**Problem to solve:**
Would you retype the whole listing verbatim, keeping pictures out of it?

*** Information given Section Begins ***

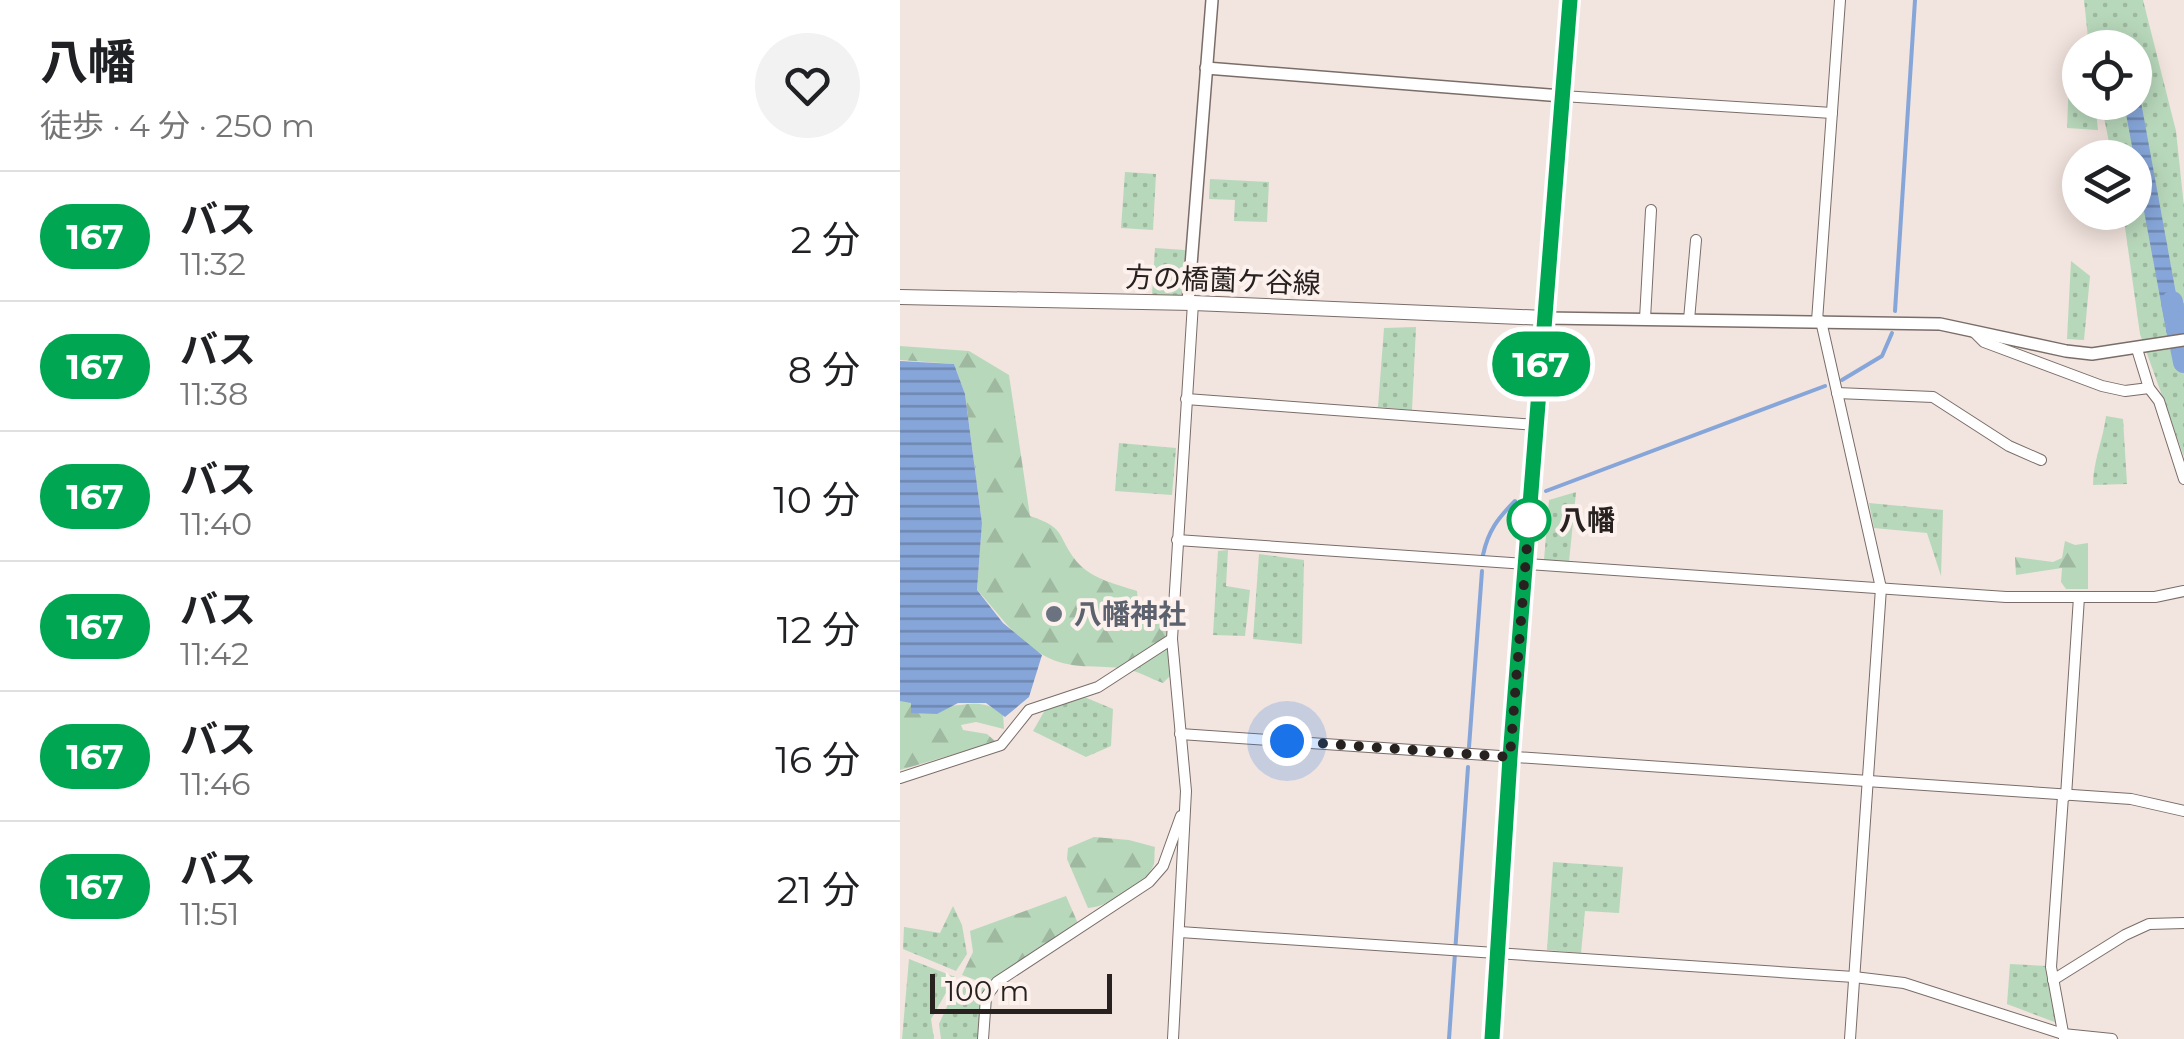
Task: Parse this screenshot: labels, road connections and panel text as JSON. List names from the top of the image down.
{
  "streets": {
    "main road": ["方の橋薗ケ谷線"]
  },
  "places": ["八幡", "八幡神社"],
  "lines": ["bus line 167"],
  "scale_bar": "100 m",
  "page": {
    "heading": ["八幡", "徒歩 · 4 分 · 250 m"],
    "on_map": "167",
    "list": [
      {
        "mark": "167",
        "name": "バス",
        "note": "11:32",
        "value": "2 分"
      },
      {
        "mark": "167",
        "name": "バス",
        "note": "11:38",
        "value": "8 分"
      },
      {
        "mark": "167",
        "name": "バス",
        "note": "11:40",
        "value": "10 分"
      },
      {
        "mark": "167",
        "name": "バス",
        "note": "11:42",
        "value": "12 分"
      },
      {
        "mark": "167",
        "name": "バス",
        "note": "11:46",
        "value": "16 分"
      },
      {
        "mark": "167",
        "name": "バス",
        "note": "11:51",
        "value": "21 分"
      }
    ],
    "scale": "100 m"
  }
}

*** Information given Section Ends ***

**Result:**
Task: Parse this screenshot: labels, road connections and panel text as JSON. List names from the top of the image down.
{
  "streets": {
    "main road": ["方の橋薗ケ谷線"]
  },
  "places": ["八幡", "八幡神社"],
  "lines": ["bus line 167"],
  "scale_bar": "100 m",
  "page": {
    "heading": ["八幡", "徒歩 · 4 分 · 250 m"],
    "on_map": "167",
    "list": [
      {
        "mark": "167",
        "name": "バス",
        "note": "11:32",
        "value": "2 分"
      },
      {
        "mark": "167",
        "name": "バス",
        "note": "11:38",
        "value": "8 分"
      },
      {
        "mark": "167",
        "name": "バス",
        "note": "11:40",
        "value": "10 分"
      },
      {
        "mark": "167",
        "name": "バス",
        "note": "11:42",
        "value": "12 分"
      },
      {
        "mark": "167",
        "name": "バス",
        "note": "11:46",
        "value": "16 分"
      },
      {
        "mark": "167",
        "name": "バス",
        "note": "11:51",
        "value": "21 分"
      }
    ],
    "scale": "100 m"
  }
}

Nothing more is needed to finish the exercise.